Leda and the Swan

The Sonnet Version

(after W.B. Yeats)

She should have known. How many other swans
Had Leda seen hung like a happy horse?
It made her laugh to see his swollen glans
Go bobbing as he waddled in his course.
She didn't really didn't mind, the truth to tell,
When he accosted her in this fair form:
Much better than that hairy Greek whose smell
Did reek of wine and flatulence and sperm.
Imagine her vexation when she found
Her tryst with Big Bird made her ass a mom!
(The Germans got it right.
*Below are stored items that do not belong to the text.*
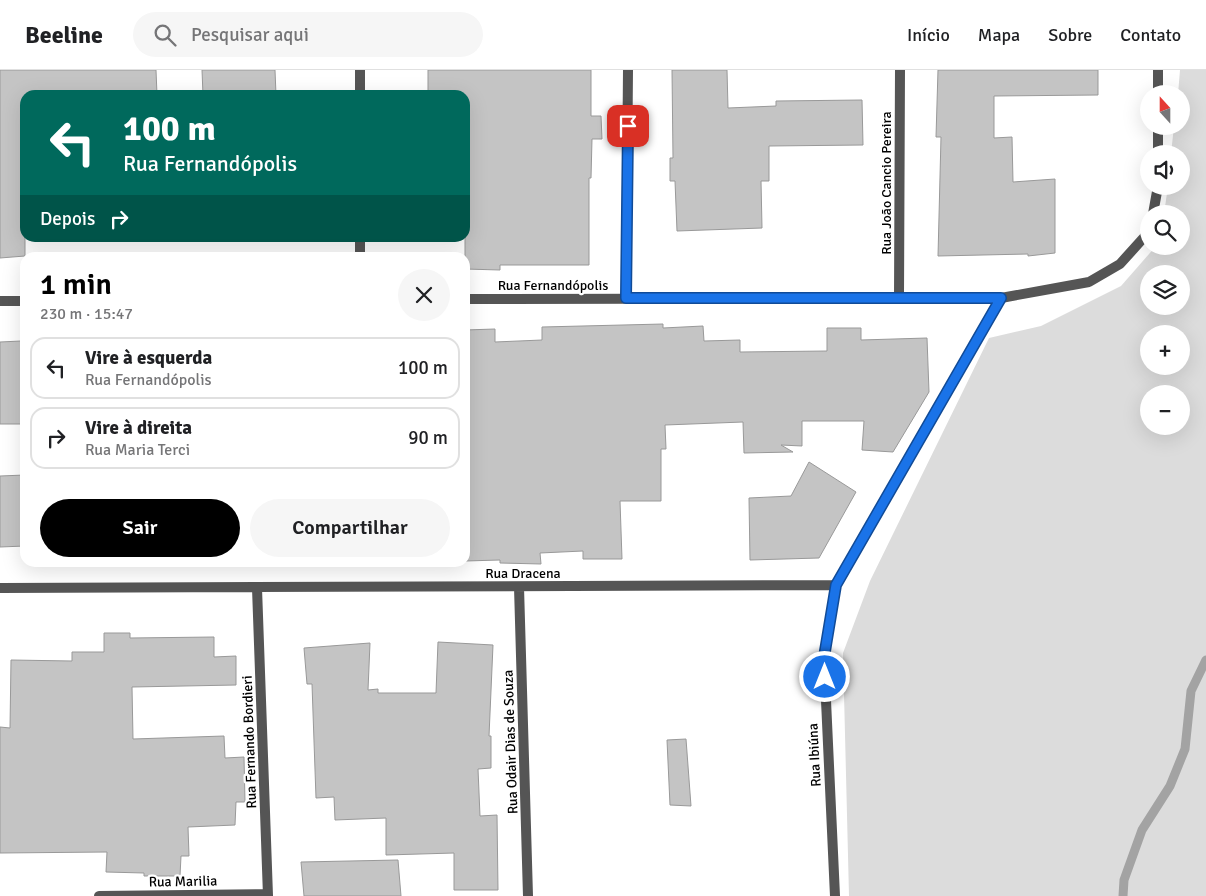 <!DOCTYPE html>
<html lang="pt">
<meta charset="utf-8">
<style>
:root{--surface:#fff;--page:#f6f6f6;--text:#202124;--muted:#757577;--line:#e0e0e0;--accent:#000}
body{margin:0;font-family:Signika,sans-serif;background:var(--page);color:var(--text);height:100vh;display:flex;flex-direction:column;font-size:19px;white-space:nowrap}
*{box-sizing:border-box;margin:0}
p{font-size:16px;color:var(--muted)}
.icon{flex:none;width:28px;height:28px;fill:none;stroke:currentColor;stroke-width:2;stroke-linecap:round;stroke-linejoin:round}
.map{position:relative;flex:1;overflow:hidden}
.sheet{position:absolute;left:20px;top:182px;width:450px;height:315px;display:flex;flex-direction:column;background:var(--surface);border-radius:15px;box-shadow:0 5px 20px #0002}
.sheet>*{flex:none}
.banner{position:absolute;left:20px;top:20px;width:450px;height:152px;border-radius:15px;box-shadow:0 5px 20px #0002;background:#00695c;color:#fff;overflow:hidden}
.needle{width:32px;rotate:339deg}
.controls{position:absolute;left:1140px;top:15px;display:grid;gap:10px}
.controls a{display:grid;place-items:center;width:50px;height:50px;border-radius:50%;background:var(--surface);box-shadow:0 5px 20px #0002;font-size:25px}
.pin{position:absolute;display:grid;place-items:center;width:42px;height:42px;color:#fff;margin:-21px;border-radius:10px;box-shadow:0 2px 8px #0006}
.me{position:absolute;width:55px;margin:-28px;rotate:0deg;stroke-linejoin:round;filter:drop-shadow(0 0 4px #0008)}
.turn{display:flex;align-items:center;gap:18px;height:105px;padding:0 20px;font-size:22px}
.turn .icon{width:65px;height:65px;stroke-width:2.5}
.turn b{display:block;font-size:35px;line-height:42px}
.then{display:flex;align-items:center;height:48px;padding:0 20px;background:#0003;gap:10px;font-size:19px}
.round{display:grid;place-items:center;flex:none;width:52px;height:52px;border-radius:26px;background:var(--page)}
.headline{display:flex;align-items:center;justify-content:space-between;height:85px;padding:0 20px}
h1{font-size:30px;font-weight:600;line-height:38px;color:var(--accent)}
.button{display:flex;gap:10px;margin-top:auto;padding:10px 20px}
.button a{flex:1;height:58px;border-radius:30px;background:var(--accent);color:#fff;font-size:20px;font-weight:600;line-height:58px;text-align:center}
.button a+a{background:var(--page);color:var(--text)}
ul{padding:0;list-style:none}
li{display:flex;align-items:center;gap:15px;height:62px;margin:0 10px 8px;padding:0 10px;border:2px solid var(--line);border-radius:15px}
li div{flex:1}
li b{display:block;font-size:19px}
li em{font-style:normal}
header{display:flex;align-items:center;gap:30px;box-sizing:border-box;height:70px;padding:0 25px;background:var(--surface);border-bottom:1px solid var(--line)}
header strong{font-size:24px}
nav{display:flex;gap:28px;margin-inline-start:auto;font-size:18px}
.search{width:350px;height:45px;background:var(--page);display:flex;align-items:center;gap:12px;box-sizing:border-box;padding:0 18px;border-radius:28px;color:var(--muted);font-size:19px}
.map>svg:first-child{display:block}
.green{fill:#dcdcdc;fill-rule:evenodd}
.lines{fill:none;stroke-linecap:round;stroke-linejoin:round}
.stream{stroke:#a3a3a3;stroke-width:9}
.building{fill:#c4c4c4;stroke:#999}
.minor{stroke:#555;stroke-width:10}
.route-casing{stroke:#114b97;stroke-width:12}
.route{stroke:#1a73e8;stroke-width:9}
.labels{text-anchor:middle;stroke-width:4.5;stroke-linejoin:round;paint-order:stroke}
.street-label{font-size:14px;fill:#000;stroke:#fff}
</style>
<header>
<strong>Beeline</strong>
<div class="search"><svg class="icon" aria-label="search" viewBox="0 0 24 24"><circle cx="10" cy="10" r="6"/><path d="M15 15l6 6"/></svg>Pesquisar aqui</div>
<nav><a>Início</a><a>Mapa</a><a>Sobre</a><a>Contato</a></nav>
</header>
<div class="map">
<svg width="1206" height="826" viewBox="0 0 1206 826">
<rect width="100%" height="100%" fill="#fff"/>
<path class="green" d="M1180,0H1206V826H849L843,583L870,511L989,268L1041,256L1121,216L1156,176H1181V144H1164L1168,116H1181V84H1171L1174,56H1181V24H1178ZM1149,204H1181V236H1149ZM1149,264H1181V296H1149ZM1149,324H1181V356H1149Z"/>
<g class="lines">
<path class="stream" d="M1123,826L1124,810L1142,760L1170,716L1185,679L1191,621L1206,590"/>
</g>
<path class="building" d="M0,0H156L157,25H25V186L0,188Z
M202,0H275L276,25H203Z
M428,0H591V46H601L602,69H592L591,108H589V195H500V200L465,199V25H428Z
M672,0H727L728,38L776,36V31L862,30L863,75L769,76V111H761L762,158L677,161L675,111H670V88H673Z
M938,0H1098V25L994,26V68L1012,67L1013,112L1055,109V183L1028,186V184L938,186L941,67H936Z
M663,254V258L703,256L704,271L740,270V282L827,281V258H861V270L927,268L929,322L893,382L862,380L864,351H802V376L781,375L793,382L744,383L743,352L665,355L666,379H661V431H620L622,489H583V481L540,483L541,494L500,493V490L465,491V260L495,259V272L542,270V257Z
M21,271L23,354H0V272Z
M809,392L856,422L819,488L750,490L749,428L791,426Z
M25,405V476L0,477V406Z
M104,563H130V568L214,567V587L236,586V615L132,617L133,669L224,666L225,688L244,687L245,732H236L235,755L188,757L189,786H181L180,806H144V803L106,802L107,782L0,783V657L10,658L11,590L72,591V582H104Z
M438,572L493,575L489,666H491V698L478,699L480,746L497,745L498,820H454V783L386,785V748L335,750L334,727L316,728L312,614H307L304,578L370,573L368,620L378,619V623H436Z
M686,669L691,736L670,735L667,670Z
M398,790L401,826H304L301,792Z"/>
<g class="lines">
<path class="minor" d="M1158,24V0
M360,25V0
M1158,84V56
M1153,144L1158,116
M360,188V168
M899,227L900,0
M626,228L628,0
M465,229L1001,228L1089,212L1120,194L1147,164L1149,160
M0,231H25
M519,517L528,826
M0,518L836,515
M257,518L268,826
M99,826L268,824
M835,826L824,587L836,515L1001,228"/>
</g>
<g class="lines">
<g class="route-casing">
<path id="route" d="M628,56L626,228H1001L836,515L824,587L825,607"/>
</g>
<use href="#route" class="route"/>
</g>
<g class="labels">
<g class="street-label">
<text transform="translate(886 113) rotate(-90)" y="5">Rua João Cancio Pereira</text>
<text x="553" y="220">Rua Fernandópolis</text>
<text x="523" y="508">Rua Dracena</text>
<text transform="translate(249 672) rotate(-92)" y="5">Rua Fernando Bordieri</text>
<text transform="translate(510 672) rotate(-92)" y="5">Rua Odair Dias de Souza</text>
<text transform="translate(814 685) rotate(-93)" y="5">Rua Ibiúna</text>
<text transform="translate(183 811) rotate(-1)" y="5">Rua Marilia</text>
</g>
</g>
</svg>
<div class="controls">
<a><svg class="needle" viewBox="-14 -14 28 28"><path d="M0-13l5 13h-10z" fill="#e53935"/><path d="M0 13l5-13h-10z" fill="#757577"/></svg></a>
<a><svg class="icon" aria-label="sound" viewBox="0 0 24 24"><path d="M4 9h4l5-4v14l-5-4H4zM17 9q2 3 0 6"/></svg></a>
<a><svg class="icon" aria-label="search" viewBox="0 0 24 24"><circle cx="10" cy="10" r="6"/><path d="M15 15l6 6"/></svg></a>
<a><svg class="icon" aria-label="layers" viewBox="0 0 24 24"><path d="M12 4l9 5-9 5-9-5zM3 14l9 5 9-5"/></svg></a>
<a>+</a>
<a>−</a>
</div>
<div class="pin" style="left:628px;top:56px;background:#d93025"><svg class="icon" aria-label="arrive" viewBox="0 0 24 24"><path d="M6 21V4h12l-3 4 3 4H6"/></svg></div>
<svg class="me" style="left:825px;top:607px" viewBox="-20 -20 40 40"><circle r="17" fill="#1a73e8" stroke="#fff" stroke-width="3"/><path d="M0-11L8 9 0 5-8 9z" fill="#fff"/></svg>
<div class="banner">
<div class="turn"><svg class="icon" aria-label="left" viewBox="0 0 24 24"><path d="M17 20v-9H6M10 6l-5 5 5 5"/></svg><div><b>100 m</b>Rua Fernandópolis</div></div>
<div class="then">Depois<svg class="icon" aria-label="right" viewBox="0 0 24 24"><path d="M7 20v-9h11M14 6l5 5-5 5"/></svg></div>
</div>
<section class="sheet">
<div class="headline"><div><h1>1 min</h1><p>230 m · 15:47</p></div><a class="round"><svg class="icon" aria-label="close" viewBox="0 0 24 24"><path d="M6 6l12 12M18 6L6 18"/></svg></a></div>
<ul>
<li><svg class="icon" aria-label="left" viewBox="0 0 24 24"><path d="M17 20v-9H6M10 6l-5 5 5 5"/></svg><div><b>Vire à esquerda</b><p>Rua Fernandópolis</p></div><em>100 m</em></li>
<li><svg class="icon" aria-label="right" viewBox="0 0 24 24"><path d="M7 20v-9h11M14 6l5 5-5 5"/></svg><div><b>Vire à direita</b><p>Rua Maria Terci</p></div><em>90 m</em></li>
</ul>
<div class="button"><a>Sair</a><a>Compartilhar</a></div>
</section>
</div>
The phallic word
Is very similar to "swan" in sound.)
So ladies, lest you suffer Leda's doom,
Beware the hairy-pecker-toting bird!


The Rambling, Free Version

She should have known better...
Figure of aviary grace
Toting a hairy hard-on.
Did it not seem out of place?
Oh yes, he certainly stood out from the other
Swans.
Perhaps she was curious as he
Waddled up to her,
Monster-pecker bobbing in the breeze.
Maybe she had visions of adoring angels,
Clean-shaven, wholesome youths sporting
Pure
White
Downy
Wings:
Gentle, regal,
Courteous beings,
Not like that fat, hairy Greek
Who approached her with the ancient Hellenic equivalent of:
"Hey baby! Wanna fuck a god?"
Pfui! How his breath stank of wine,
His B.O. like horses oiled in sperm.
She had run for dear life!

But now she stood there
At the water's edge, ogling
The beautiful birds, and this one,
It was
The most beautiful of all of them!
As it neared her,
She stroked its graceful, arched neck,
And truth to tell,
She didn't mind terribly much when he
Starting pressing his beak and head
Between her bosoms.
Hell, she was so turned on,
She dropped her tunic right there!
No-one was watching, after all,
And Mother had never warned her
Of the wiles of amorous gods,
So she lay back,
And begged the gorgeous creature to mount her.

Now consider for a moment
Why you never heard this part of the story
In your classical literature course.
(Certainly not because of the Victorian propriety your professor
Who was no doubt subject to his own
Flights of fancy
Regarding this tale.)
It should be obvious:
What proper Greek (or even Roman) gal would ever admit
That the best fuck of her life
Was administered by a giant bird?
Of course, she never told Heracles, or Helen, or Clymenestra!
What would they have thought,
Imagining her flailing under its lusty breast
Screaming, "Harder! harder!"?
(Albeit, in ancient Hellenic.)
But the anatomical and zoological evidence seems overwhelming:
The truth is out about Leda!

Oh yes, it was good!
Yet in nine months,
Could she possibly have been
Pleased
To have become of a mother of three?
And under such circumstances?!

Perhaps this is why
Mothers tell their children
Of storks delivering them into the world.
Perhaps this is why
The phallic word in German is so like the word
For "swan".
It is likely,
We shall never know, but
Certainly, ladies
It seems there is a moral here...
You should always practice safe sex
When engaged in a hot tryst with Big Bird.